Cuando
volvió a publicar y nos permitió leer Las
borrajas azules (2014), tuvimos el privilegio de asistir a la poderosa
puesta en voz de una obra que está plagada de marcas de la oralidad. Al leer
sus poemas, Alfaro reponía las entonaciones pasadas y las llevaba al futuro a
través suyo. Daba el énfasis suficiente a las mayúsculas, negritas y cursivas
que están en ese libro y que estarán en todos los siguiente porque en Las borrajas la poesía de Juan Manuel
asume con plenitud su forma de archivo. Luego del silencio que había habido
entre la publicación de Plena palabra (2002),
su Fray Mocho de poesía, hasta ese libro, su escritura había aflojado sus
formas y se había permitido ir indistintamente de la prosa al verso a lo largo
de un mismo libro o de un mismo poema. Pero con ese afloje de costuras,
significativo para una escritura que nos legó con un oficio del que carecemos
tanto sonetos como milongas, se reforzó una conciencia de la propia obra acerca
de su ubicación. A la medida que se abandona el presente que había
caracterizado sus textos de fines de los ochenta y los noventa, se afianza una
zona que ya estaba en su obra pero que ahora está decidida a tomarlo todo. La
reelaboración del recuerdo, su desplazamiento a través del tiempo y la
escritura, así como la pregunta acerca de lo que fue y pudo haber sido.
Esto
fue hace diez años. Había podido conocerlo el año anterior, y entrevistarlo
para la Barriletes. Yo leía por aquel
tiempo a Carlos Mastronardi y Arnaldo Calveyra, y encontraba en ellos formas
específicas de la memoria que territorializaban el recuerdo en nuestra
provincia. También formas de la distancia que se habían operado en Mastronardi
entre la provincia y Buenos Aires, en Calveyra entre el campo y Mansilla,
Mansilla y Buenos Aires, Buenos Aires y París. Capas de distancia que
conservaban el recuerdo y que, lejos de achicar el espacio, lo extendían. Me
sorprendía encontrar entonces también ese rasgo en los poemas de Juan Manuel,
que desde Cauce (1979), su libro del
servicio militar, ya poseen ese cúmulo de distancias físicas y temporales que
el poema se afanaría a lo largo de cuatro décadas por sostener. No se trata de
reparar la distancia, sino de mantenerla: “No creas que me fui de tus manteles,
/ yo sólo fui a traer la leña para mayo. / Anduve repartiéndole arena a las
orillas / de todos los arroyos de mi boca en el árbol”. De Algarrobitos a
Nogoyá, de Nogoyá a Paraná. De la niñez a la adultez, de la adultez a la vejez.

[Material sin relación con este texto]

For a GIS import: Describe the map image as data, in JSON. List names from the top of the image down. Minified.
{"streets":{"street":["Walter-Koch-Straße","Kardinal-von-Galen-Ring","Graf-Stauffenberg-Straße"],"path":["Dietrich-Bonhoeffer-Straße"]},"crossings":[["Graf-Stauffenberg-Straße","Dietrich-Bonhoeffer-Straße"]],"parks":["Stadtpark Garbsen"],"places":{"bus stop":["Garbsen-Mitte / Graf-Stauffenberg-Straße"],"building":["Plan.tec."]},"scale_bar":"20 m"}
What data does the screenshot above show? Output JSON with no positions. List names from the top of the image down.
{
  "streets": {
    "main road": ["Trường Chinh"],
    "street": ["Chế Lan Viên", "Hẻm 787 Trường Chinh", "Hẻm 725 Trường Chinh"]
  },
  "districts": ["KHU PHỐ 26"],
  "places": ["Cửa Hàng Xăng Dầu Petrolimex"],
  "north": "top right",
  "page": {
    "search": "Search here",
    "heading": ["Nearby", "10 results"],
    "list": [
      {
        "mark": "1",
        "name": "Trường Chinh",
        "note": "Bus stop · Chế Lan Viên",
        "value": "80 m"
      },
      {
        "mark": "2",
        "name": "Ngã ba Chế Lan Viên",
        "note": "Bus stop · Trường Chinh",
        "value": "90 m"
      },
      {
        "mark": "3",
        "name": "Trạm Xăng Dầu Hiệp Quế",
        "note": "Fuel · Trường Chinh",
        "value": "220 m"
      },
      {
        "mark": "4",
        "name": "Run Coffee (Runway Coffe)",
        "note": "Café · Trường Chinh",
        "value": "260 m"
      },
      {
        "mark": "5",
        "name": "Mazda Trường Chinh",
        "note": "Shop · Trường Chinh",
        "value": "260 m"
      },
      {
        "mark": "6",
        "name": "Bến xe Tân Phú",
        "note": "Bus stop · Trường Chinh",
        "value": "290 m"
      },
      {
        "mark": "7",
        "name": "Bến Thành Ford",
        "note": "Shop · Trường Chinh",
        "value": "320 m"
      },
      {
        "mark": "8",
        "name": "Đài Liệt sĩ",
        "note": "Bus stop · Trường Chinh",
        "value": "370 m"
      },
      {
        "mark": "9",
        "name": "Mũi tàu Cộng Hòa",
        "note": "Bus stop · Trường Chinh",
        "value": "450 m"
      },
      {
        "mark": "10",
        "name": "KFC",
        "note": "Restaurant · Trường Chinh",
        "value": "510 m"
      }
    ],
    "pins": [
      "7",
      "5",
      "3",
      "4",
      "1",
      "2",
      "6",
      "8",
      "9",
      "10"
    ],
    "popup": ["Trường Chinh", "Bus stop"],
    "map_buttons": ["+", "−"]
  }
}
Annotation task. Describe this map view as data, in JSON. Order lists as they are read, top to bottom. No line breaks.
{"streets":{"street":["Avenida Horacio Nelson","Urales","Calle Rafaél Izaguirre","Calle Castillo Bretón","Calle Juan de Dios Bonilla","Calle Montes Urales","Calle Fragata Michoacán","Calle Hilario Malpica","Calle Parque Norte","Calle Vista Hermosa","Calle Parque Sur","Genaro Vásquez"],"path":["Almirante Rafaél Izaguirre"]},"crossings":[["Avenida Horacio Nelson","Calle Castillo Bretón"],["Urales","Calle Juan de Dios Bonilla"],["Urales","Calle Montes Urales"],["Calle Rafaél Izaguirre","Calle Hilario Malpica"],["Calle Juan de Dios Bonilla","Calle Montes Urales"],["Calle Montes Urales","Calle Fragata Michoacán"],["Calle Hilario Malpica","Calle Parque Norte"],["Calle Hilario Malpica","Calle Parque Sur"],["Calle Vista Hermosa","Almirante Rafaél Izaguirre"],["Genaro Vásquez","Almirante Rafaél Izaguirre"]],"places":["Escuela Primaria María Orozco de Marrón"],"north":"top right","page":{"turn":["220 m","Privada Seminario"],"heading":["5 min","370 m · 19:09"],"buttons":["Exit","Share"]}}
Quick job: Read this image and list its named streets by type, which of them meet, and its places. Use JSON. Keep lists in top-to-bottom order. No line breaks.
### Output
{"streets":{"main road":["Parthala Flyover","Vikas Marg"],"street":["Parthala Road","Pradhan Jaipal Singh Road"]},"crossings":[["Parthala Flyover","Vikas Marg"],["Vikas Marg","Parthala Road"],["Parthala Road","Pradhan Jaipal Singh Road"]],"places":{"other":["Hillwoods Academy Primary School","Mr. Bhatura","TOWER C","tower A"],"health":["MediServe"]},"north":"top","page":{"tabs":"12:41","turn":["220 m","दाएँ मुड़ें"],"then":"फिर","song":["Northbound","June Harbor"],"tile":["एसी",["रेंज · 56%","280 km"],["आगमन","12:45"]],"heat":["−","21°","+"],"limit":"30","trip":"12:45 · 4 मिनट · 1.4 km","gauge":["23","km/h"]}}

Cuando reponía la oralidad de los textos, Juan Manuel no solo traía al presente
voces ajenas, como las de los clientes del almacén de la tía Justa, que repiten
en la primer estrofa del poema sus pedidos “de última instancia”, sus “imprevisiones
cotidianas”, sino que también traía los cortes que el tiempo habían dado a lo
que sucedía. En el último poema de Los
teros de la gracia (2015) sostiene su enunciación de la violencia política
y el terrorismo de Estado a través de una serie de comillas, repeticiones y
signos de exclamación. Cuando quiere dejar una voz sola, hace corte de
estrofas, de manera que cada estrofa que comience sea la vuelta a tomar aire de
la voz que enuncia. Deja entre el blanco de cada estrofa el espacio suficiente
para tomar otros clivajes de la voz, tanto dentro del poema como fuera, cuando
él los leía.
¿Cómo
los leeremos nosotros? Dichos orales, negritas, cursivas, comillas, cortes de
verso, versos largos, prosas poéticas, puntos suspensivos, mayúsculas. Alfaro
quería que el poema se pareciese a la experiencia, no porque se creyese un
documentalista sino porque confiaba en lo que la forma poética puede guardar
dentro suyo. Cuando publicó Nombres
propios (2019) lo hizo porque le faltaba un libro “de Nogoyá”, ya que ya había
hecho uno de Paraná, Ciudad Jacarandá
(2018). Cuando nació su primer nieta se dedicó a hacerle un libro para ella, El libro de Francisca (2019), y cuando
sintió que faltaban tomos dedicados a la obra de Marcelino Román, el Zurdo
Martínez, Hector Jorge Deut y Carlos Álberto Álvarez él mismo los hizo. Tal vez
haya sido de los últimos de nuestros escritores que sintiese nuestra tarea como
una materia concreta que interviene sobre la comunidad de una forma propia.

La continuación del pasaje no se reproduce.